━━━ Source records ━━━
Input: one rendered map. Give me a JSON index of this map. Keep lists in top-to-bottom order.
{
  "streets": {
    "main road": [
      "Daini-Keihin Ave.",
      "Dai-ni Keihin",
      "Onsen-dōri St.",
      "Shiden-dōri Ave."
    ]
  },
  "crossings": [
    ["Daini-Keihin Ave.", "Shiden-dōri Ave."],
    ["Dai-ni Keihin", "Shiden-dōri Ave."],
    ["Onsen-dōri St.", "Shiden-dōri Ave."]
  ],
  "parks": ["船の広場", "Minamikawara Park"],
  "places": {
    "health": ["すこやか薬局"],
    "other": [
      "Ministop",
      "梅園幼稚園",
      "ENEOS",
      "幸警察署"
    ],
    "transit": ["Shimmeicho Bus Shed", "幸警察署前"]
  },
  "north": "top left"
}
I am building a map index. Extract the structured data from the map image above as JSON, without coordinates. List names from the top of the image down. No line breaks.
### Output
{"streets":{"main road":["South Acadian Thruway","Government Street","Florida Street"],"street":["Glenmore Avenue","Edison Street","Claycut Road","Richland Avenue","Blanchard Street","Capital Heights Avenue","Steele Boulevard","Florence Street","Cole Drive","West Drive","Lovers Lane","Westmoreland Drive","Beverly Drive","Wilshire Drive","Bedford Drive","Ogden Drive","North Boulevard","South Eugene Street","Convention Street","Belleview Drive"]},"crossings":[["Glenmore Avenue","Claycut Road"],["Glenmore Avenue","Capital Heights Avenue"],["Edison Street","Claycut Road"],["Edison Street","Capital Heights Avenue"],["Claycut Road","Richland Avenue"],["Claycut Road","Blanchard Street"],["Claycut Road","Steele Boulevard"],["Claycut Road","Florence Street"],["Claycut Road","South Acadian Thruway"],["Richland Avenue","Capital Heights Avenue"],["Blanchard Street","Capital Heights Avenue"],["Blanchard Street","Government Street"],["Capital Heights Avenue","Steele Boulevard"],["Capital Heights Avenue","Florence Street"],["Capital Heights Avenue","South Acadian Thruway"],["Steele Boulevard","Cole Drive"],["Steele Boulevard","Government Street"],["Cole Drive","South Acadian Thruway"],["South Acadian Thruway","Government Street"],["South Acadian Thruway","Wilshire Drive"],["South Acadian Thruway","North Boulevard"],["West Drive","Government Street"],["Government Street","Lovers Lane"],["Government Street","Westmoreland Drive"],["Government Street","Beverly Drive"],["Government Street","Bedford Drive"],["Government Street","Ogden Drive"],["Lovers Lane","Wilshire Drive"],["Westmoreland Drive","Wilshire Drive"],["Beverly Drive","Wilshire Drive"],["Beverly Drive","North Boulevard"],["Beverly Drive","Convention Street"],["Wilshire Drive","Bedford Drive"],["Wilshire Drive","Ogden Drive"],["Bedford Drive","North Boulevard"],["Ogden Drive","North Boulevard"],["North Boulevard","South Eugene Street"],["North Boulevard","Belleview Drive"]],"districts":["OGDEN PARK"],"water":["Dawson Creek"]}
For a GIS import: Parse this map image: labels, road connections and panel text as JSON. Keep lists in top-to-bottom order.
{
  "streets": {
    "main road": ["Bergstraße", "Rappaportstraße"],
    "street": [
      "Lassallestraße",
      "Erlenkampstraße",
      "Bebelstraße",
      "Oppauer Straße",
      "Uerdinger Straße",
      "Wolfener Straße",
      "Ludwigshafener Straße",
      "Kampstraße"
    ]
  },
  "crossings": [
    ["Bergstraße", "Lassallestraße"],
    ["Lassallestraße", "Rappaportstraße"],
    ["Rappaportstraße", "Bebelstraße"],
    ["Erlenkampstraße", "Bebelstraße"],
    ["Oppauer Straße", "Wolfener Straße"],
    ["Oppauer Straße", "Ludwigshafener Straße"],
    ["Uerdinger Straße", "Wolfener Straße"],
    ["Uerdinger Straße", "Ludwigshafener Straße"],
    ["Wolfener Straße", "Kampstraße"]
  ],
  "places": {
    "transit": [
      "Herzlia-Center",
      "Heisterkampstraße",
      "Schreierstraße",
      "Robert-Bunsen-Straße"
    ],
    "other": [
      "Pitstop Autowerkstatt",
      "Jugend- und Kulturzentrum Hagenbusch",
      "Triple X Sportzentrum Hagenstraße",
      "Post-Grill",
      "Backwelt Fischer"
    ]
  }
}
━━━
Each entry must be reproduced verbatim.

> **Solution to this exercise**:
Input: one rendered map. Give me a JSON index of this map. Keep lists in top-to-bottom order.
{
  "streets": {
    "main road": [
      "Daini-Keihin Ave.",
      "Dai-ni Keihin",
      "Onsen-dōri St.",
      "Shiden-dōri Ave."
    ]
  },
  "crossings": [
    ["Daini-Keihin Ave.", "Shiden-dōri Ave."],
    ["Dai-ni Keihin", "Shiden-dōri Ave."],
    ["Onsen-dōri St.", "Shiden-dōri Ave."]
  ],
  "parks": ["船の広場", "Minamikawara Park"],
  "places": {
    "health": ["すこやか薬局"],
    "other": [
      "Ministop",
      "梅園幼稚園",
      "ENEOS",
      "幸警察署"
    ],
    "transit": ["Shimmeicho Bus Shed", "幸警察署前"]
  },
  "north": "top left"
}
I am building a map index. Extract the structured data from the map image above as JSON, without coordinates. List names from the top of the image down. No line breaks.
### Output
{"streets":{"main road":["South Acadian Thruway","Government Street","Florida Street"],"street":["Glenmore Avenue","Edison Street","Claycut Road","Richland Avenue","Blanchard Street","Capital Heights Avenue","Steele Boulevard","Florence Street","Cole Drive","West Drive","Lovers Lane","Westmoreland Drive","Beverly Drive","Wilshire Drive","Bedford Drive","Ogden Drive","North Boulevard","South Eugene Street","Convention Street","Belleview Drive"]},"crossings":[["Glenmore Avenue","Claycut Road"],["Glenmore Avenue","Capital Heights Avenue"],["Edison Street","Claycut Road"],["Edison Street","Capital Heights Avenue"],["Claycut Road","Richland Avenue"],["Claycut Road","Blanchard Street"],["Claycut Road","Steele Boulevard"],["Claycut Road","Florence Street"],["Claycut Road","South Acadian Thruway"],["Richland Avenue","Capital Heights Avenue"],["Blanchard Street","Capital Heights Avenue"],["Blanchard Street","Government Street"],["Capital Heights Avenue","Steele Boulevard"],["Capital Heights Avenue","Florence Street"],["Capital Heights Avenue","South Acadian Thruway"],["Steele Boulevard","Cole Drive"],["Steele Boulevard","Government Street"],["Cole Drive","South Acadian Thruway"],["South Acadian Thruway","Government Street"],["South Acadian Thruway","Wilshire Drive"],["South Acadian Thruway","North Boulevard"],["West Drive","Government Street"],["Government Street","Lovers Lane"],["Government Street","Westmoreland Drive"],["Government Street","Beverly Drive"],["Government Street","Bedford Drive"],["Government Street","Ogden Drive"],["Lovers Lane","Wilshire Drive"],["Westmoreland Drive","Wilshire Drive"],["Beverly Drive","Wilshire Drive"],["Beverly Drive","North Boulevard"],["Beverly Drive","Convention Street"],["Wilshire Drive","Bedford Drive"],["Wilshire Drive","Ogden Drive"],["Bedford Drive","North Boulevard"],["Ogden Drive","North Boulevard"],["North Boulevard","South Eugene Street"],["North Boulevard","Belleview Drive"]],"districts":["OGDEN PARK"],"water":["Dawson Creek"]}
For a GIS import: Parse this map image: labels, road connections and panel text as JSON. Keep lists in top-to-bottom order.
{
  "streets": {
    "main road": ["Bergstraße", "Rappaportstraße"],
    "street": [
      "Lassallestraße",
      "Erlenkampstraße",
      "Bebelstraße",
      "Oppauer Straße",
      "Uerdinger Straße",
      "Wolfener Straße",
      "Ludwigshafener Straße",
      "Kampstraße"
    ]
  },
  "crossings": [
    ["Bergstraße", "Lassallestraße"],
    ["Lassallestraße", "Rappaportstraße"],
    ["Rappaportstraße", "Bebelstraße"],
    ["Erlenkampstraße", "Bebelstraße"],
    ["Oppauer Straße", "Wolfener Straße"],
    ["Oppauer Straße", "Ludwigshafener Straße"],
    ["Uerdinger Straße", "Wolfener Straße"],
    ["Uerdinger Straße", "Ludwigshafener Straße"],
    ["Wolfener Straße", "Kampstraße"]
  ],
  "places": {
    "transit": [
      "Herzlia-Center",
      "Heisterkampstraße",
      "Schreierstraße",
      "Robert-Bunsen-Straße"
    ],
    "other": [
      "Pitstop Autowerkstatt",
      "Jugend- und Kulturzentrum Hagenbusch",
      "Triple X Sportzentrum Hagenstraße",
      "Post-Grill",
      "Backwelt Fischer"
    ]
  }
}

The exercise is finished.